Barcelona continue to lead the way in medicine and innovation
Dr. Jordi Mones has either one of the best or one ofthe worst jobs in sport. Sometimes, it can be both within the same 10-second period. As FC Barcelona head of sport science, he's responsible for the health and well-being of international superstars like Lionel Messi, Neymar and Luis Suarez. It's a fun gig - he spends his daily life fighting blindness and calls his work at FCB his "hobby" - until one of the players goes down with an injury. But even then, the good doctor takes it all in stride. Injuries, of course, are an inevitable part of the game, even when it comes to the world's best.
"This could happen anytime," Mones told ESPNFC during an interview at FC Barcelona's New York headquarters on Thursday afternoon. "Messi is like anyone. He has no magic shield to protect him. We have to be grateful that he hasn't been injured more seriously but it could happen any game. We need to be ready. We need to accept it. We can't get mad."
Instead of getting angry, Mones and his team get to helping the player recover as quickly as possible. But sport science today is as much about injury prevention as it is about getting better from those random muscle strains, tweaks, and pulls. It's a world of data, everything from a player's GPS positioning in training and the load on his body to his diet and daily weight.
FCB tracks it all, and informs the player of his metrics through a personalized app. The app, which has been in use for about a year, includes things like a calendar, a training schedule, the player's agenda, any press conferences he has to attend, along with information on what they should eat and how much they should sleep. It has data from past training sessions so they can see if they are improving as well as some gamification elements so the players can compete against each other.
Getting superstars like Messi to buy into the technology requires a smart message. "Anything we implement with the players has to be very progressive," Mones said. "You have to convince them by facts that it's good for them because we are dealing with the top players. Of course, if you go to the sub-20 players, you can tell them what they have to do. But if you go to Messi, Suarez, or Neymar, you need to demonstrate through facts that it will be useful for them. They need to be sure that it's good for them. And that we will never share their data."
For Mones, data is a way to refine the Barcelona philosophy and to ensure they are getting maximum performance from their players. "We train by playing," he said. "We needed a way to quantify it. We had genius founders who developed our system but you can't rely on always having a genius coach. You need to be able to put those things in numbers. You can't rely on the intuition of the genius. We are trying to optimize what we were doing intuitively."

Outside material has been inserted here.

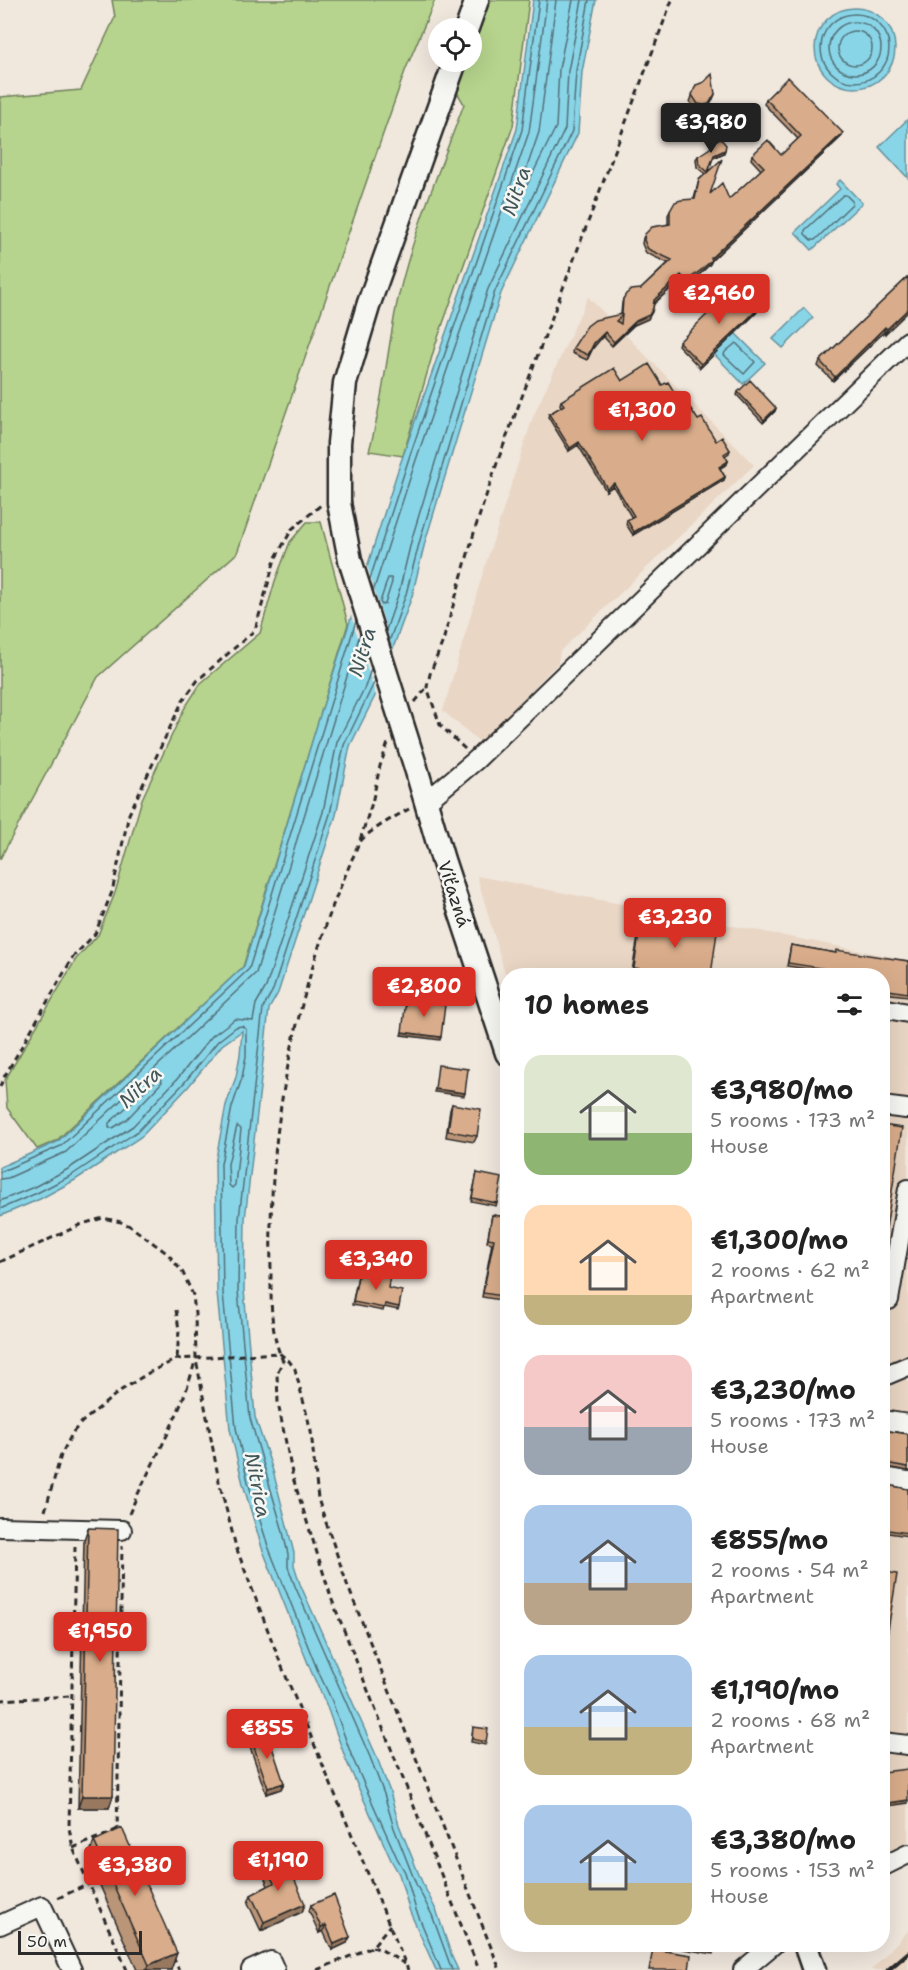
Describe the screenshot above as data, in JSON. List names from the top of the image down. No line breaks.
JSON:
{"streets":{"main road":["Víťazná"]},"water":["Nitra","Nitrica"],"scale_bar":"50 m","page":{"price":["€3,980","€2,960","€1,300","€3,230","€2,800","€3,340","€1,950","€855","€1,190","€3,380"],"heading":"10 homes","list":[{"name":"€3,980/mo","note":"5 rooms · 173 m² · House"},{"name":"€1,300/mo","note":"2 rooms · 62 m² · Apartment"},{"name":"€3,230/mo","note":"5 rooms · 173 m² · House"},{"name":"€855/mo","note":"2 rooms · 54 m² · Apartment"},{"name":"€1,190/mo","note":"2 rooms · 68 m² · Apartment"},{"name":"€3,380/mo","note":"5 rooms · 153 m² · House"}],"scale":"50 m"}}
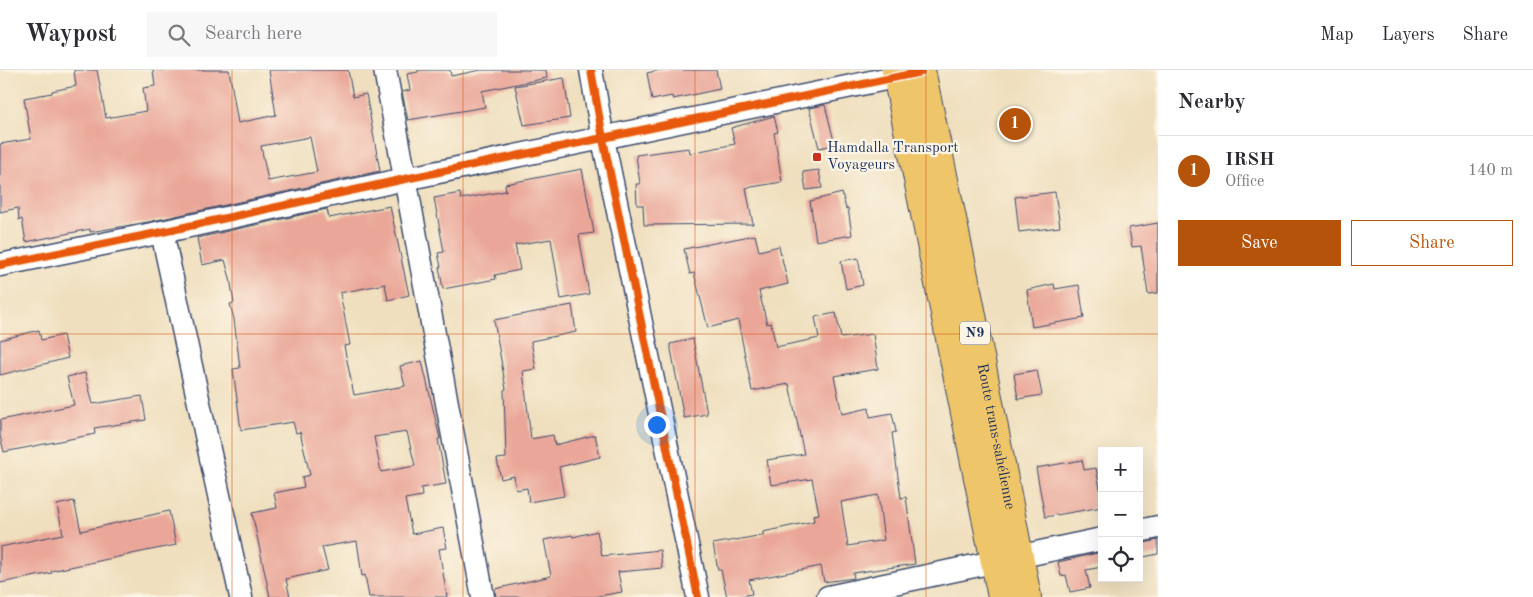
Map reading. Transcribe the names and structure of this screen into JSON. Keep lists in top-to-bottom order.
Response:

He cites training in sand as an example. In the past, the medical team believed that playing in sand could have training benefits with less impact on the skeletal system. The sensors and data that Mones and his team use allowed them to show that the idea was correct, that a player who is recovering from injury can train on sand and get the full cardiovascular workout while only putting half the stress on his body. In other words, they have the numbers to prove the theory.
In a sporting world that's increasingly competitive, small innovations can be the difference between winning and losing. "You need to optimize a lot to make a little improvement," Mones said. "Minimal advances require a lot of effort."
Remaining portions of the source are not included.